Quercetin, one of flavonol compounds with anti-oxidant and anti-inflammatory properties, has been shown anti-carcinogenic activities on various cancer cell types. In this study, we investigated the cellular effects of quercetin on YD15 tongue carcinoma cells. In an MTT data quercetin was cytotoxic on YD15 cells and quercetin strongly inhibited the proliferation of YD15 cells.
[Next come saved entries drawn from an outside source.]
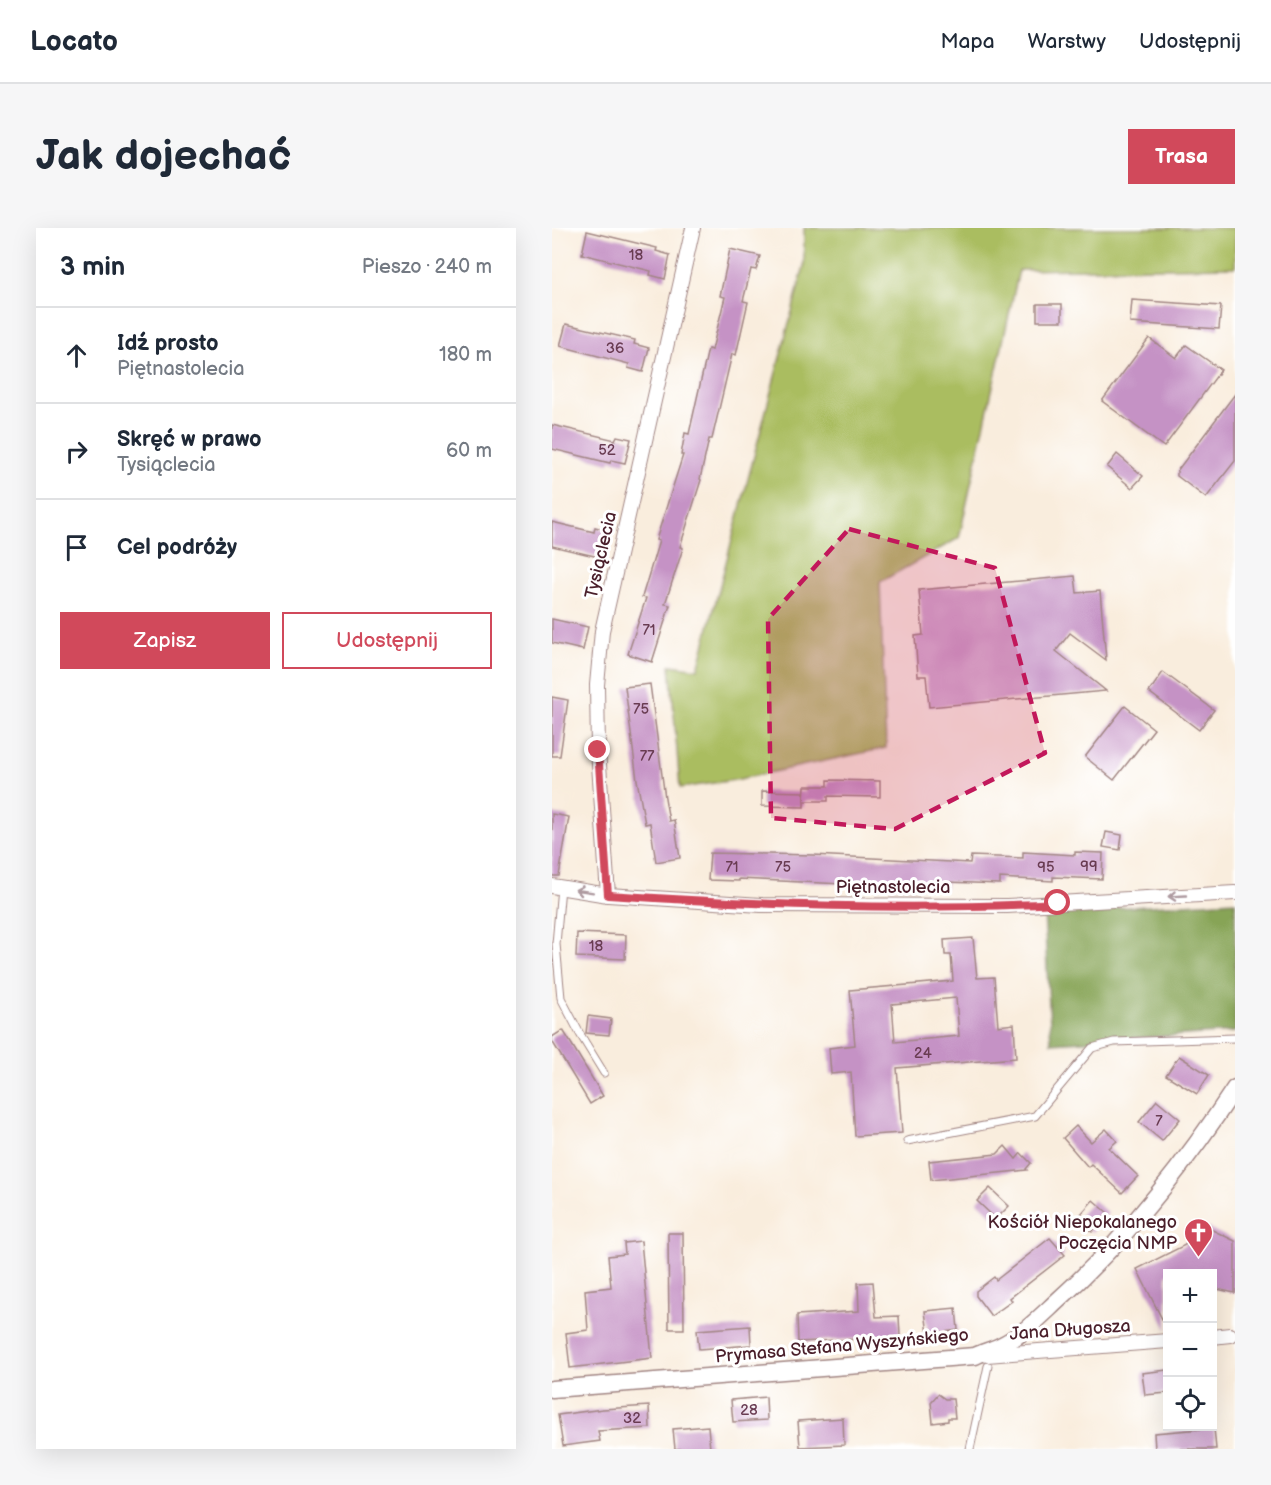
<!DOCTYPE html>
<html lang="pl">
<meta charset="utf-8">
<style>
body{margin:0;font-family:"Balsamiq Sans",sans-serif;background:#f6f6f7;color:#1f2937}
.controls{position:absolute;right:18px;bottom:18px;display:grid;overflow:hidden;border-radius:0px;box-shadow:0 6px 24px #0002}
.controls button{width:54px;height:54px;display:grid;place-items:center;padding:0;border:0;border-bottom:2px solid #e0e1e3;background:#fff;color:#1f2937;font:30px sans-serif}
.stop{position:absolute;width:18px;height:18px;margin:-14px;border:4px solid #d1495b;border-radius:50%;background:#fff}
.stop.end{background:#d1495b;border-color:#fff;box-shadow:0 2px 6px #0008}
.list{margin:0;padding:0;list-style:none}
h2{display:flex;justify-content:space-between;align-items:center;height:78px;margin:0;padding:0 24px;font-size:26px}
h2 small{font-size:20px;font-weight:400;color:#747a83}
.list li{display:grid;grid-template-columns:39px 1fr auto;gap:18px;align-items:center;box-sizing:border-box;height:96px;padding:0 24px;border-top:2px solid #e0e1e3}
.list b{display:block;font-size:22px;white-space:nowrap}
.list p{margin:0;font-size:20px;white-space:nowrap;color:#747a83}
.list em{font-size:20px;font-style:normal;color:#747a83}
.actions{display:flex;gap:12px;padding:18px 24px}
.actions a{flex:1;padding:14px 0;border:2px solid #d1495b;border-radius:0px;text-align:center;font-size:21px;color:#d1495b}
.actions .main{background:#d1495b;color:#fff}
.icon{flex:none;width:33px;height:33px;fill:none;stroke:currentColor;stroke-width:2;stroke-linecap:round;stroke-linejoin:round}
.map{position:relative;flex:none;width:683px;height:1221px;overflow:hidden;border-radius:0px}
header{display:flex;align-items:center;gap:36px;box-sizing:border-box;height:84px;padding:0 30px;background:#fff;border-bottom:2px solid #e0e1e3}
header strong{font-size:28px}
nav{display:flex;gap:33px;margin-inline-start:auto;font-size:21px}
.intro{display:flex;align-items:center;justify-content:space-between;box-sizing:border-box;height:144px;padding:0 36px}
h1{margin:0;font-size:42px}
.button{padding:15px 27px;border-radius:0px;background:#d1495b;color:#fff;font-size:21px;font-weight:700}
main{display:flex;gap:36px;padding:0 36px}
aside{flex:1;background:#fff;border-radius:0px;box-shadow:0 6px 24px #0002}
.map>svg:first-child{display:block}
</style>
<header>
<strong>Locato</strong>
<nav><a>Mapa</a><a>Warstwy</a><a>Udostępnij</a></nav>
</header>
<div class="intro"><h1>Jak dojechać</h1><a class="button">Trasa</a></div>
<main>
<aside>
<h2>3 min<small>Pieszo · 240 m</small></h2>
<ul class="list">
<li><svg class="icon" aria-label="ahead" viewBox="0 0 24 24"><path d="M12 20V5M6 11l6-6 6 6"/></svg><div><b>Idź prosto</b><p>Piętnastolecia</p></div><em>180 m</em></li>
<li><svg class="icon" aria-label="right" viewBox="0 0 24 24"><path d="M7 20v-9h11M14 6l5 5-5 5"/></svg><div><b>Skręć w prawo</b><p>Tysiąclecia</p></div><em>60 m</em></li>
<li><svg class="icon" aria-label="arrive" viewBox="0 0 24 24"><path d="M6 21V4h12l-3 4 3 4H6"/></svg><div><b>Cel podróży</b></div></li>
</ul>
<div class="actions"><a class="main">Zapisz</a><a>Udostępnij</a></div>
</aside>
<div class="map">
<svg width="683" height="1221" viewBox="0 0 683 1221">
<rect width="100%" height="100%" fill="#fff"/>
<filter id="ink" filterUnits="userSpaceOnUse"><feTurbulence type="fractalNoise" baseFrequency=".0167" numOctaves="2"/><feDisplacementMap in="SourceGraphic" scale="12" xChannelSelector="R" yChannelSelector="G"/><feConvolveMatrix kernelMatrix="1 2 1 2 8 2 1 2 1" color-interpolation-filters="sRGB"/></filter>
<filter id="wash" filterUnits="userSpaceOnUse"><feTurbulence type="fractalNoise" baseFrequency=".008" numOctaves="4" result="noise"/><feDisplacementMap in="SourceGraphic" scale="24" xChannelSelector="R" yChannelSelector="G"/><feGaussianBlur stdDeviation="1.35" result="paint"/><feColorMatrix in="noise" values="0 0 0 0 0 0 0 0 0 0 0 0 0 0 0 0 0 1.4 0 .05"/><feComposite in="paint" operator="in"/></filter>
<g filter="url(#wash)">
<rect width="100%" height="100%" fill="#f9eddd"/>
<path fill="#aabd61" stroke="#7a6e46" stroke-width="1.5" d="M252 0H683V39L467 42 407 310 328 354 334 520 183 552 128 560 118 437 146 441 252 38Z"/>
<path fill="#87a457" stroke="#686241" stroke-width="1.5" d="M683 673V804L499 815 492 684Z"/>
<g id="blocks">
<g fill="#c592c5" fill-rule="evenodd">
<path d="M35 3 105 20 104 23 118 27 113 51 98 47 99 43 30 26Z"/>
<path d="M178 21 208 28 204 42 199 41 191 73 196 74 184 127 180 126 160 211H157L148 251 149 252 128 319 131 320 113 376 118 377 100 434 76 426 94 370 90 369 107 313 104 312 131 227H129L133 205 137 206 156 121 160 122 173 69 168 68Z"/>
<path d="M580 72 669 78 667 101 578 95Z"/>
<rect x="485" y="76" width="25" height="17"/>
<path d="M14 96 83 112 82 116 97 120 91 144 76 140 77 136 8 118Z"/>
<path d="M597 110 624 130 634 117 669 142 612 219 550 173Z"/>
<path d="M683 166V233L654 270 625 248V243Z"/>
<path d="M0 197 63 212 65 208 79 211 73 235 59 232 58 235 0 221Z"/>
<path d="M565 226 591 248 580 260 555 239Z"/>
<path d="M0 294 42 304 43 299 58 303 51 330 0 318Z"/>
<path d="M523 348 525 365 548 363 554 432 518 405 504 423 554 463 377 479 374 448H366L363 408 371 407 367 362Z"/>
<path d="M0 391 36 399 31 422 0 415Z"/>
<path d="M611 444 662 482 647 502 597 464Z"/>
<path d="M98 456 113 570 117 593 122 592 128 630 104 634 98 595 93 596 85 552 73 459Z"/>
<path d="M0 469 16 472 8 528H0Z"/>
<path d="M573 478 602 501 562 552 533 529Z"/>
<path d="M276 552 328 553V569L276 568V573H252L253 558H276Z"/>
<path d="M210 563 252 564V579L210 578Z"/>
<path d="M0 586 17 589 7 648H0Z"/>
<path d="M554 604 570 607 568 622 551 619Z"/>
<path d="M471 624 523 627V624L551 625 550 651 501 649V653L448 650V656L395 654 394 661 187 651V653L156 652 158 625 261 627 418 635 419 628 471 630Z"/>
<path d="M25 705 74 707 73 731 24 729Z"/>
<path d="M421 710 425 750 442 749 446 798 462 796 464 830 345 840 350 905 303 908 299 844 279 846 277 820 303 817 298 762 401 753 399 727H393L392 712ZM404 770 407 808 343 814 340 776Z"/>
<path d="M36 788 59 791 57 807 34 805Z"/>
<path d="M11 802 51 868 38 876 0 813V809Z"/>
<path d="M627 828 657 847 645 866 614 847Z"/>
<path d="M605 872 628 891 610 913 587 894Z"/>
<path d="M524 898 539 914 554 901 565 913 557 920 586 948 570 965 539 936 536 939 511 910Z"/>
<path d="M453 918 464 931 469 925 479 935 474 941 475 942 379 952 377 933 445 926Z"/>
<path d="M438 960 457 978 444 991 425 973Z"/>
<path d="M541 972 556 985 540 1004 524 992Z"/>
<path d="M646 995 683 1013V1065L660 1060V1046H615V1101L585 1041 633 1017Z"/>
<path d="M116 1005H131L132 1101H117Z"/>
<path d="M498 1010 513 1027 458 1070 460 1073 439 1088 424 1068V1063L442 1049 444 1052Z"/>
<path d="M89 1013 100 1130 18 1140 14 1105 36 1102 33 1062 59 1059 56 1028 73 1026 72 1015Z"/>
<path d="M321 1054 324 1089 347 1088 348 1109 246 1114 245 1087 307 1083 306 1055Z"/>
<path d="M404 1080 406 1102 376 1106 373 1083Z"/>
<path d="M198 1098 199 1117 147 1121 145 1102Z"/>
<path d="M615 1142V1165L593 1167 590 1145Z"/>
<path d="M386 1166 393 1171H401L403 1190H396V1193L381 1195 379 1174Z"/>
<path d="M214 1169 215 1192 181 1194 179 1172Z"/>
<path d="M97 1178 98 1200 46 1203 48 1213 11 1218 6 1187 51 1181Z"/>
<path d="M291 1190 292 1217 248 1219 246 1193Z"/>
<path d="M156 1198 158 1221H123L121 1201Z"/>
<path d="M662 1200 664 1221H603L602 1205Z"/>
</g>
</g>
</g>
<g filter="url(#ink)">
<use href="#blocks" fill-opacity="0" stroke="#a28684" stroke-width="1.5"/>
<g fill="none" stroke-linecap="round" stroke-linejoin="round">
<defs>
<g id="service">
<path d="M9 659 4 716 9 770 28 806 52 845"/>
<path d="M355 913 483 888 540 820 562 814 683 810"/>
<path d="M418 1221 436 1138"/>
</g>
<g id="minor">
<path d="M0 658 56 667 209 677 455 678 683 665"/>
<path d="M56 667 46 522 45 457 50 403 141 0"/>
<path d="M660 1109 678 1107"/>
<path d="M435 1127 616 1113"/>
</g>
<path id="tertiary" d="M0 1161 423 1128C431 1124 440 1122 448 1118 469 1108 486 1091 502 1076 571 1014 632 938 683 860"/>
</defs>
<use href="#service" stroke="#a28684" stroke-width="9"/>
<use href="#minor" stroke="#a28684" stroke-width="16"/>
<use href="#tertiary" stroke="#a28684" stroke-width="19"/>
<use href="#service" stroke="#fff" stroke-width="7"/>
<use href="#minor" stroke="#fff" stroke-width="14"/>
<use href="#tertiary" stroke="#fff" stroke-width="16"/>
</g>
<defs><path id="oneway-shaft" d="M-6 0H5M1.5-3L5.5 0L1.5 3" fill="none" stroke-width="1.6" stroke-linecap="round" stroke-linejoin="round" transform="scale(1.5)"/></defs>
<g stroke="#ae9aa0">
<use href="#oneway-shaft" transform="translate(32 663) rotate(-171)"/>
<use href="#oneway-shaft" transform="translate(625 668) rotate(177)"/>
</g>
</g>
<g fill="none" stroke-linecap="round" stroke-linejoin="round" filter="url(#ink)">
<path stroke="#d1495b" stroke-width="8" d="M46 522 56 667C205 677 356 683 506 675"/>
</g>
<path fill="#c2185b" fill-opacity="0.2" stroke="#c2185b" stroke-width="4.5" stroke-dasharray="12 8" stroke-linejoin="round" d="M297 301 443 340 493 525 343 601 219 590 216 391Z"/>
<defs>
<symbol id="church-pin" viewBox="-11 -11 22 30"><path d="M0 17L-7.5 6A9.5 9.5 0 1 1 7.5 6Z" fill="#d1495b" stroke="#fff"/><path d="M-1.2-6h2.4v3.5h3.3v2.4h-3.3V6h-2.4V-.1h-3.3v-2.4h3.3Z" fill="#fff"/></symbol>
</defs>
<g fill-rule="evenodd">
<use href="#church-pin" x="630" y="988" width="33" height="45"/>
</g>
<g text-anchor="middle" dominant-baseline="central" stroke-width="6" stroke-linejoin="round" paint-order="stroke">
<g font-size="15" fill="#693c52">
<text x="84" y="27">18</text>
<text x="63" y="120">36</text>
<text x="55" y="222">52</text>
<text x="97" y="402">71</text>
<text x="89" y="481">75</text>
<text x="95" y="528">77</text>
<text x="537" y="638">99</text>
<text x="180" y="639">71</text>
<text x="231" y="639">75</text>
<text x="494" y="639">95</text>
<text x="44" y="718">18</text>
<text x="371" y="825">24</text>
<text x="607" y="893">7</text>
<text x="197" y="1182">28</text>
<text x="80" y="1190">32</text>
</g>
<g font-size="18" fill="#4a1f2b" stroke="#fff">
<text transform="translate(49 327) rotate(-77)">Tysiąclecia</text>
<text x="341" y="659">Piętnastolecia</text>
<text transform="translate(518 1102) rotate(-4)">Jana Długosza</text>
<text transform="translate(290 1118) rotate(-5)">Prymasa Stefana Wyszyńskiego</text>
</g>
<g font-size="18" fill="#4a1f2b" stroke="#fff" text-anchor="end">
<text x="625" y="994">Kościół Niepokalanego<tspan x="625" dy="21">Poczęcia NMP</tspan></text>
</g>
</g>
</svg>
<div class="controls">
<button>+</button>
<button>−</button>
<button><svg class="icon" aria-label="locate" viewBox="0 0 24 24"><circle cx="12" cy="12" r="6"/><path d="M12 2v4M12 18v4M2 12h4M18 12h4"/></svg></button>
</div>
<div class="stop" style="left:506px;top:675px"></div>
<div class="stop end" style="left:46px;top:522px"></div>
</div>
</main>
The inhibition of cell proliferation was accompanied by cell cycle arrest at S phase and/or G2/M phase and apoptosis with increased cell population at sub-G1, depending on time and dose of quercetin. Quercetin dramatically inhibited the expression of several cell cycle proteins such as cyclin D1, cycline B1 and cdk4 at high dose and slightly inhibited the expression of cyclin E1, cdk1. Quercetin-induced p21 expression was maximized at 10 µg/ml and reduced at higher dose (> 10 µg/ml). Quercetin decreased procaspase 3 with the concomitant activation of caspase 7 and cleaved PARP. The level of cleaved caspase 7 and PARP was maximized at 10 µg/ml of quercetin. Interestingly, the expression of Bcl-2 family proteins was not affected by quercetin treatment. Instead, aberrant multipolar mitotic spindle was induced at 10 µg/ml. This was accompanied by centrosome supernumerary / declustering and the increased frequency of multinucleated cells. The multipolar mitotic spindles with supernumerary / declustered centrosomes, induced by 10 µg/ml quercetin, were disappeared with the formation of pseudo-bipolar mitotic spindle (with pseudo-two centrosomes) when quercetin was removed supporting that quercetin induced multipolar mitosis leading to cell cycle arrest, and mitotic catastrophe causing cell death by apoptosis. Quercetin also induced senescence. The positive staining of senescence-associated beta galactosidase (SA-βgal) and the suppression of Lamin B1 expression at both mRNA and protein confirmed that quercetin induced senescence on YD15 cells. Finally, quercetin suppressed AKT phosphorylation while increasing ERK phosphorylation. Reduced AKT phosphorylation might be involved in the inhibition of cell proliferation. Taken together, our data supports that quercetin suppressed the proliferation of YD15 cells through the mitotic catastrophe and the induction of senescence.